WHAT THE TASK REQUIRES:
I'd like an exact copy of every line from the start of the entries below through the line containing "Convert the picture", please.

RECORDS SUPPLIED:
──────────
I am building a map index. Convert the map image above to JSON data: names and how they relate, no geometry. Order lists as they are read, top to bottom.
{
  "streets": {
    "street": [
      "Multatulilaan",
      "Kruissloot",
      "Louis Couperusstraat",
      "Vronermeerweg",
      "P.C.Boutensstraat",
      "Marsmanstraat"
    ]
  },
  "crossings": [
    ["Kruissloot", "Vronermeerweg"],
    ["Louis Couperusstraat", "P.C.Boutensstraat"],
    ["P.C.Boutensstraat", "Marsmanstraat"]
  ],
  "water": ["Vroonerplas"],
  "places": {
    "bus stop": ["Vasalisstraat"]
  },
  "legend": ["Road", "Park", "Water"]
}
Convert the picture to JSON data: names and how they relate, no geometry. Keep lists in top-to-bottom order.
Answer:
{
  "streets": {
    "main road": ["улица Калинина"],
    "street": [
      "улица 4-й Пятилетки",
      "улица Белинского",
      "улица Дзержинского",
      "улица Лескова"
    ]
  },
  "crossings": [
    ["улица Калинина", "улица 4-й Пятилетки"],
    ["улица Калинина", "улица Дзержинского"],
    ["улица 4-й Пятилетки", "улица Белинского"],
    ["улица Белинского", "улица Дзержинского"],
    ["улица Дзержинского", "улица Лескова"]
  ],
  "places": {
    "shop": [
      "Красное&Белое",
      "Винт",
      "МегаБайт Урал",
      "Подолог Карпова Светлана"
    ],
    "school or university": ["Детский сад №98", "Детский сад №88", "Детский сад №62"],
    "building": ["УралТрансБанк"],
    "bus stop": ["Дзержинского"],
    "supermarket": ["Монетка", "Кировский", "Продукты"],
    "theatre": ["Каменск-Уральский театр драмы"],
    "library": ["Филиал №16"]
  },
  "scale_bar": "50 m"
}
──────────
WRITTEN SOLUTION:
I am building a map index. Convert the map image above to JSON data: names and how they relate, no geometry. Order lists as they are read, top to bottom.
{
  "streets": {
    "street": [
      "Multatulilaan",
      "Kruissloot",
      "Louis Couperusstraat",
      "Vronermeerweg",
      "P.C.Boutensstraat",
      "Marsmanstraat"
    ]
  },
  "crossings": [
    ["Kruissloot", "Vronermeerweg"],
    ["Louis Couperusstraat", "P.C.Boutensstraat"],
    ["P.C.Boutensstraat", "Marsmanstraat"]
  ],
  "water": ["Vroonerplas"],
  "places": {
    "bus stop": ["Vasalisstraat"]
  },
  "legend": ["Road", "Park", "Water"]
}
Convert the picture to JSON data: names and how they relate, no geometry. Keep lists in top-to-bottom order.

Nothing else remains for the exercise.